Re: [julia-users] Re: Strange performance problem for array scaling

Yichao Yu Mon, 13 Jul 2015 04:30:56 -0700

On Mon, Jul 13, 2015 at 2:20 AM, Jeffrey Sarnoff
<[email protected]> wrote:
> and this: Cleve Moler tries to see it your way
> Moler on floating point denormals
>
>
> On Monday, July 13, 2015 at 2:11:22 AM UTC-4, Jeffrey Sarnoff wrote:
>>
>> Denormals were made part of the IEEE Floating Point standard after some
>> very careful numerical analysis showed that accomodating them would
>> substantively improve the quality of floating point results and this would
>> lift the quality of all floating point work. Surprising it may be,
>> nonetheless you (and if not you today, you tomorrow and one of your
>> neighbors today) really do care about those unusual, and often rarely
>> observed values.
>>
>> fyi
>> William Kahan on the introduction of denormals to the standard
>> and an early, important paper on this
>> Effects of Underflow on Solving Linear Systems - J.Demmel 1981
>>


Thank you very much for the references.

Yes I definitely believe every part of the IEEE Floating Point
standard has it's reason to be there and I'm more wondering what are
the cases that they are significant. OTOH, I also believe there's
certain kind of computation that do not care about them, which is why
-ffast-math is there.

>From the mathwork blog reference:

> Double precision denormals are so tiny that they are rarely numerically 
> significant, but single precision denormals can be in the range where they 
> affect some otherwise unremarkable computations.

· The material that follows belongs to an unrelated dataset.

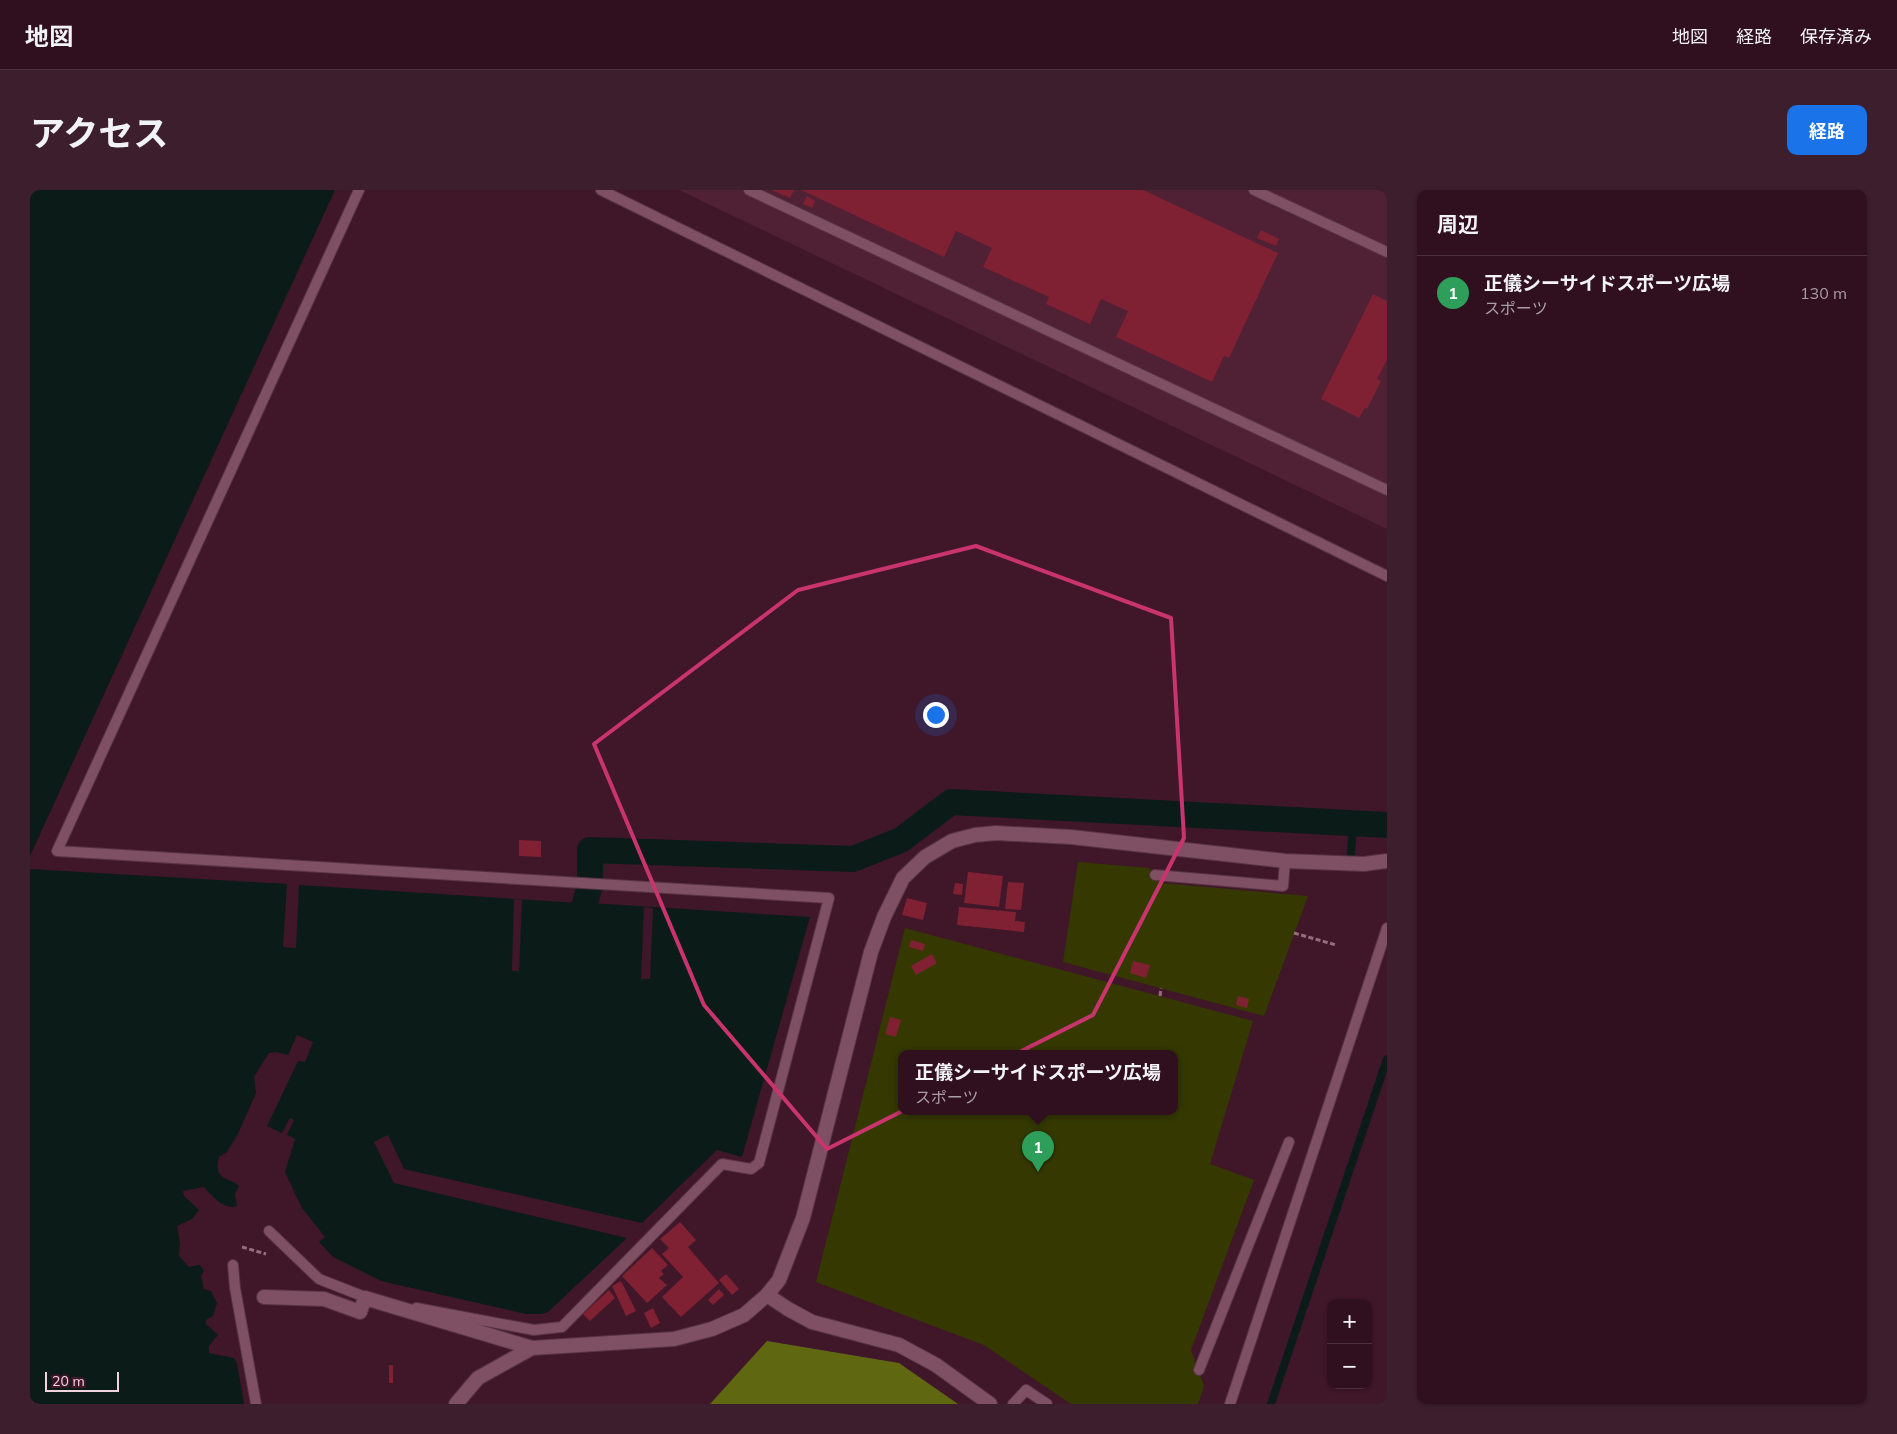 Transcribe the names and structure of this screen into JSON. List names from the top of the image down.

For my computation, I'm currently using double but I've already
checked that switching to single precision still give me enough
precision. Based on this, can I say that I can ignore them if I use
double precision and may need to keep them if I switch to single
precision? Using Float64 takes twice as long as using Float32 while
keeping denormals seems to take 10x time.....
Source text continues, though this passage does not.